|More than 2,000 Nato troops have died since the US-led invasion of Afghanistan in 2001 [EPA]|
At least one person has been killed in an explosion inside a US helicopter shortly after it landed at a military outpost in eastern Afghanistan, military officials said.
Seven troops from the Nato-led security force in Afghanistan were also wounded on Tuesday, in an attack for which the Taliban has claimed responsibility.
The US-led International Security Assistance Force (Isaf) said in a statement that the cause of the explosion was unclear and that 26 people had been on board the aircraft.
Isaf initially announced that 10 troops were wounded in the incident and two people were killed, but a spokesman later revised the casualty figures.
“Operational reporting is very fluid. You’ve got to understand that we’re trying to get all the facts,” the spokesman told the AFP news agency.
“There are seven wounded and one killed in action. It is up to respective governments to release the killed in action. The seven wounded are Isaf personnel.”
Another Isaf spokesman identified the aircraft as a US-made Chinook, and said that the landing site had been secured by Afghan and Nato soldiers.
Eastern Afghanistan is one of the most volatile parts of the country, where the Taliban and other anti-government groups have a strong presence.

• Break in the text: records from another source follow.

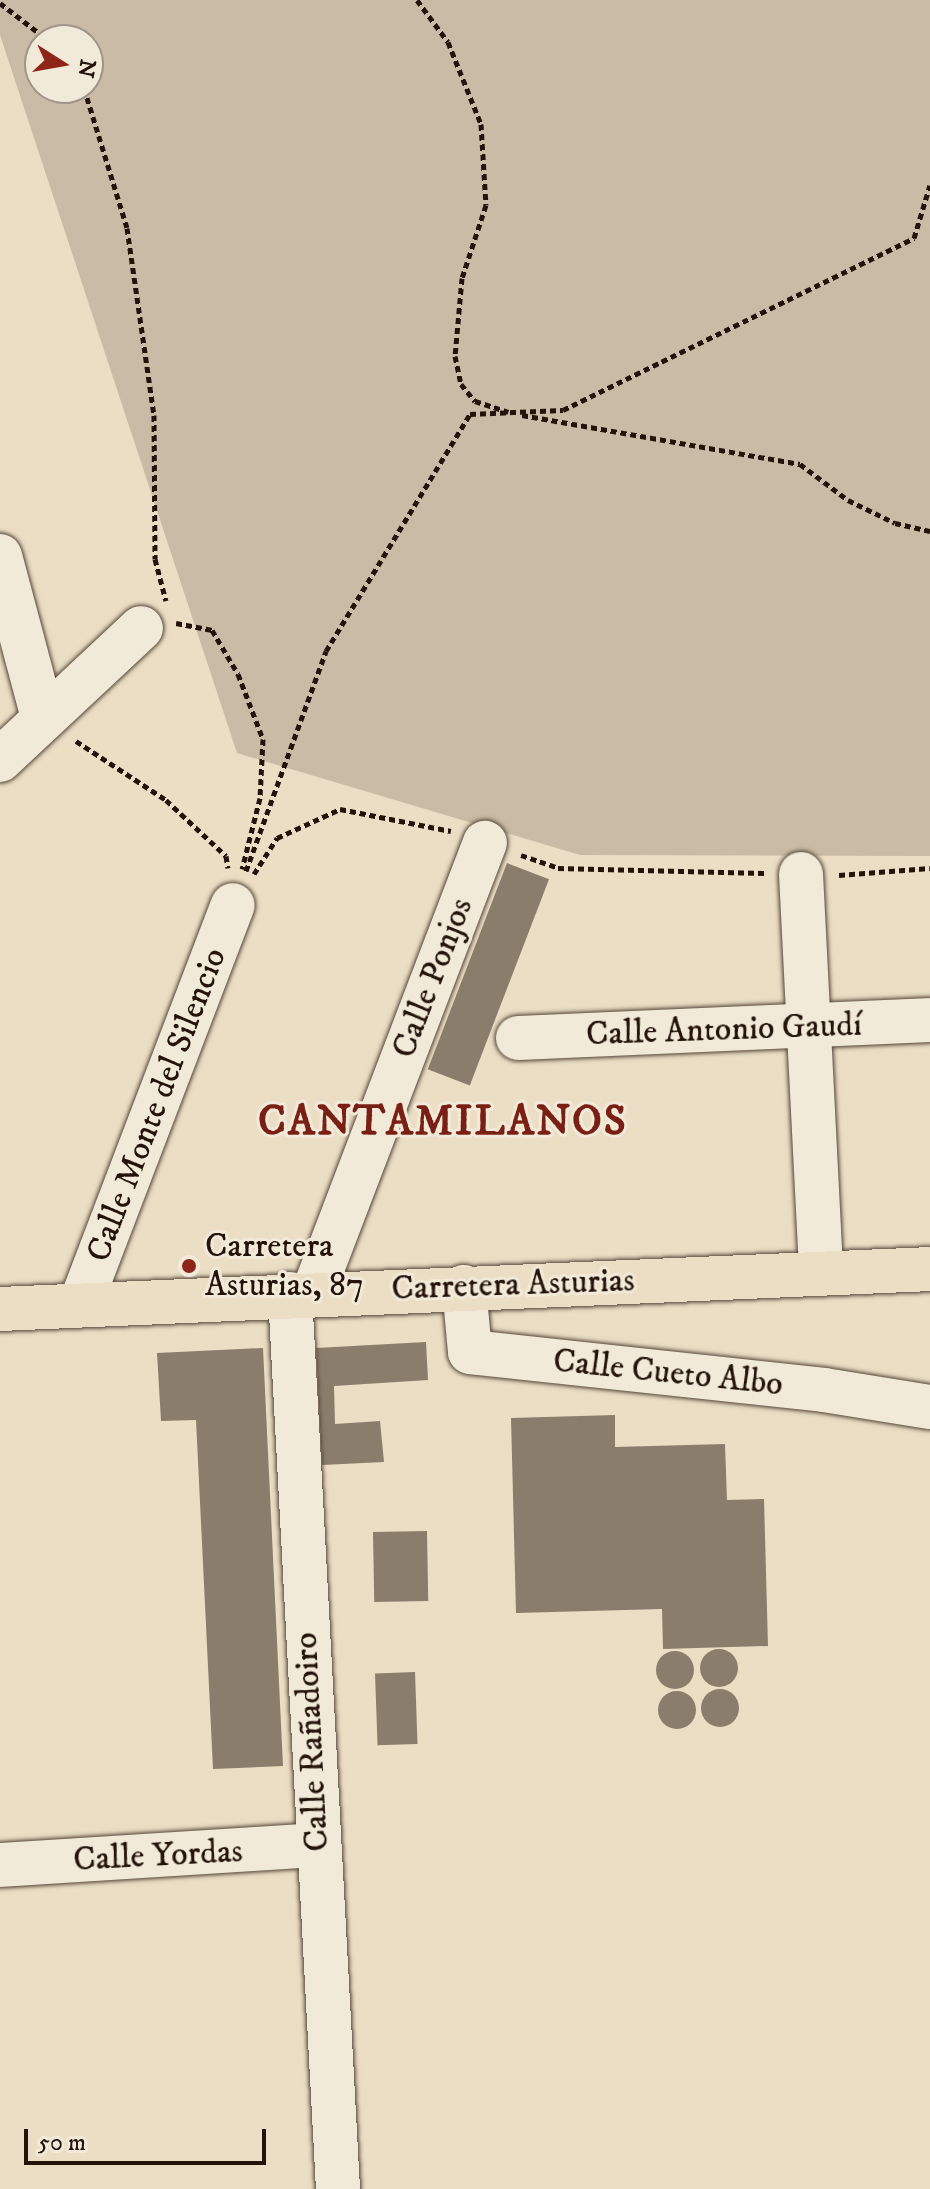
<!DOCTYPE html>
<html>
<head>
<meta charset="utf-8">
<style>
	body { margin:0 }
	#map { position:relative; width:930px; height:2189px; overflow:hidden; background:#ebdec4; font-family:"IM FELL DW Pica",serif }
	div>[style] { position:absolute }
	.green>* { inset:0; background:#c9bba5 }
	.building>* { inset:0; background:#8b7d6b; transform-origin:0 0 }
	.round { border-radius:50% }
	.path>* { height:5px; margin-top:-2.5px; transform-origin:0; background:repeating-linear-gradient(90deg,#23130b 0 6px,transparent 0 10px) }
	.roads { filter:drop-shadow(0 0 2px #554639) drop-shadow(0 0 2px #554639) }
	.minor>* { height:44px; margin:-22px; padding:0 22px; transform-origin:22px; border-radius:22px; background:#f2ead9 }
	.major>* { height:44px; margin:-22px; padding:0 22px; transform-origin:22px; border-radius:22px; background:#ebdec4 }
	.dots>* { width:22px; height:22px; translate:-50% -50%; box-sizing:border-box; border:4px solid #f2ead9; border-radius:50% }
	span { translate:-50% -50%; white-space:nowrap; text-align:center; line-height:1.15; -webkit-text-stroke:6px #f2ead9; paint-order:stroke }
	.street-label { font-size:34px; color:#23130b }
	.poi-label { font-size:34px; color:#23130b }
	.left { translate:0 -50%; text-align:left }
	.district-label { font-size:42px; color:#7a1f14; font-weight:700; letter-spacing:2px }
	.north { position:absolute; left:24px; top:24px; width:80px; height:80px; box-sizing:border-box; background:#f2ead9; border:2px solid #9f9487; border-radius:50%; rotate:101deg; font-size:22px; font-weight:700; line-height:32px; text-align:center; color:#23130b }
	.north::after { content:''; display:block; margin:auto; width:28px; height:36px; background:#8f2418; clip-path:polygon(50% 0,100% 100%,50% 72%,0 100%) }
	.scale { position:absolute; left:24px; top:2129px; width:242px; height:36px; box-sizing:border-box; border:4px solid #23130b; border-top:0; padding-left:10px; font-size:24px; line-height:28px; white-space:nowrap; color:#23130b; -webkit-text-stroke:6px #f2ead9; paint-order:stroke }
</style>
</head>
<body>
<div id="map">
	<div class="green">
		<div style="clip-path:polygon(evenodd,0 0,930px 0,930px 856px,580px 855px,237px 753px,0 35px,0 0,40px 40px,88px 40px,88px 88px,40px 88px,40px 40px)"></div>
	</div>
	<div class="building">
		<div style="left:507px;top:863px;width:45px;height:221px;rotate:21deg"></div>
		<div style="clip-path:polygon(426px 1342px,428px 1380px,334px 1386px,335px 1424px,380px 1421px,384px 1462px,322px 1465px,316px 1348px)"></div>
		<div style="clip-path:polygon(263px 1348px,283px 1766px,213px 1769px,196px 1420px,161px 1421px,157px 1353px)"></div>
		<div style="clip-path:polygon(615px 1415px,615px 1447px,725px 1444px,727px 1500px,764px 1499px,768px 1646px,663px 1649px,662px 1609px,516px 1613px,511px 1418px)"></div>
		<div style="left:427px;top:1531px;width:70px;height:54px;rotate:89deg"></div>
		<div class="round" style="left:700px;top:1649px;width:38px;height:38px"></div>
		<div class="round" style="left:656px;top:1651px;width:38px;height:38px"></div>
		<div style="left:415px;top:1672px;width:72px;height:40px;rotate:88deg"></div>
		<div class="round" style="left:701px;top:1689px;width:38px;height:38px"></div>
		<div class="round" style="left:658px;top:1691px;width:38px;height:38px"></div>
	</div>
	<div class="path">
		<div style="left:417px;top:0;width:52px;rotate:53.6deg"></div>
		<div style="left:448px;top:42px;width:88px;rotate:68.1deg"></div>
		<div style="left:481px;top:124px;width:81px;rotate:86.5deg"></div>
		<div style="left:486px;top:205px;width:77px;rotate:108.2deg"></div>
		<div style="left:462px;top:278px;width:78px;rotate:95.1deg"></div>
		<div style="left:455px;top:356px;width:29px;rotate:78deg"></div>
		<div style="left:461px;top:384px;width:22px;rotate:51deg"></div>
		<div style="left:475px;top:401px;width:35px;rotate:18deg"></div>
		<div style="left:0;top:3px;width:61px;rotate:37.6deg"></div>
		<div style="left:84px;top:88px;width:146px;rotate:72.9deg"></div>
		<div style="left:127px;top:228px;width:189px;rotate:81.8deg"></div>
		<div style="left:154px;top:415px;width:144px;rotate:89.6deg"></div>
		<div style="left:155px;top:559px;width:43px;rotate:75.3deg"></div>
		<div style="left:522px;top:415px;width:282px;rotate:10deg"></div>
		<div style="left:800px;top:464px;width:60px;rotate:36.9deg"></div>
		<div style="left:848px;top:500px;width:52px;rotate:26.1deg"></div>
		<div style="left:895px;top:523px;width:36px;rotate:13deg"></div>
		<div style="left:176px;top:623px;width:37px;rotate:11deg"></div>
		<div style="left:212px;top:630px;width:51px;rotate:59.4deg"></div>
		<div style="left:238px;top:674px;width:70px;rotate:69deg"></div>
		<div style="left:263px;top:739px;width:59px;rotate:92.9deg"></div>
		<div style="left:260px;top:798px;width:73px;rotate:104.2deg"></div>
		<div style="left:76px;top:741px;width:108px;rotate:33.2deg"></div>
		<div style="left:166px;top:800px;width:82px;rotate:43deg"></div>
		<div style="left:226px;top:856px;width:12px;rotate:81deg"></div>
		<div style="left:521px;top:855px;width:39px;rotate:19deg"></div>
		<div style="left:558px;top:868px;width:207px;rotate:1.4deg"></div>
		<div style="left:246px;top:871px;width:234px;rotate:-70deg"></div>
		<div style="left:326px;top:651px;width:277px;rotate:-58.7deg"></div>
		<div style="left:470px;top:414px;width:93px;rotate:-2.5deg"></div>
		<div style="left:563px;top:410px;width:391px;rotate:-26.1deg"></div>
		<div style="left:914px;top:238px;width:55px;rotate:-73.2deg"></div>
		<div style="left:254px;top:874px;width:43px;rotate:-57.4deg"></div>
		<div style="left:277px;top:838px;width:69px;rotate:-24.7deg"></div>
		<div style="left:340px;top:809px;width:113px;rotate:11.2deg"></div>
		<div style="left:839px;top:875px;width:91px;rotate:-4.4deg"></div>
	</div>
	<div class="roads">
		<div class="minor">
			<div style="left:0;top:556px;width:168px;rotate:75.1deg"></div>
			<div style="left:0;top:760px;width:193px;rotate:-43.1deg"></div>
			<div style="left:801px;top:874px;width:400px;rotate:87.1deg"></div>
			<div style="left:518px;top:1038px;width:412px;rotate:-2.5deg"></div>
			<div style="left:464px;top:1287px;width:65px;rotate:84.7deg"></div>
			<div style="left:470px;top:1352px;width:356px;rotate:6.1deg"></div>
			<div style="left:824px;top:1390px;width:107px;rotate:9.1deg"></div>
			<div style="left:313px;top:1293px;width:482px;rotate:-69.1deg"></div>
			<div style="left:290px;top:1294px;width:896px;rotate:86.93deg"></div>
			<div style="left:80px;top:1305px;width:428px;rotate:-69.1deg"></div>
			<div style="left:0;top:1865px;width:318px;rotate:-3.6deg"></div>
		</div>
		<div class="major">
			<div style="left:0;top:1309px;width:931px;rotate:-2.46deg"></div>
		</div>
	</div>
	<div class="dots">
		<div style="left:189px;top:1266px;background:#8f2418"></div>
	</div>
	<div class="street-label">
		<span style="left:433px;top:978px;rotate:-69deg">Calle Ponjos</span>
		<span style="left:724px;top:1030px;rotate:-2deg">Calle Antonio Gaudí</span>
		<span style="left:157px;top:1105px;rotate:-69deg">Calle Monte del Silencio</span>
		<span style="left:513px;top:1285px;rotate:-2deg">Carretera Asturias</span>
		<span style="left:668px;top:1373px;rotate:6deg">Calle Cueto Albo</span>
		<span style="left:312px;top:1742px;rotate:-93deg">Calle Rañadoiro</span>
		<span style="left:158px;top:1856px;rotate:-3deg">Calle Yordas</span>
	</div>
	<div class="poi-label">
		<span class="left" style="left:205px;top:1266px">Carretera<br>Asturias, 87</span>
	</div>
	<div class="district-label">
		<span style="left:443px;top:1122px">CANTAMILANOS</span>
	</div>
	<div class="north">N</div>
	<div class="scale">50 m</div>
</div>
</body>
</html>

The attack comes after roadside bombs killed at least seven people including two Nato troops on Sunday.
Elsewhere, five members of a family died in a roadside blast in eastern Paktia province, while Nato troops were killed in an explosion on a highway in southern Afghanistan, the military alliance said.
Sunday’s deaths, which have brought to 26 the number of Nato forces killed this month, came a day after four Italian troops died in a roadside blast in western Farah province.
There are currently around 152,000 foreign troops under US and Nato command in Afghanistan, and
two-thirds of the troops are American.
At least 2,014 Nato troops have died since the US-led invasion of Afghanistan on October 7, 2001, according to an Associated Press count.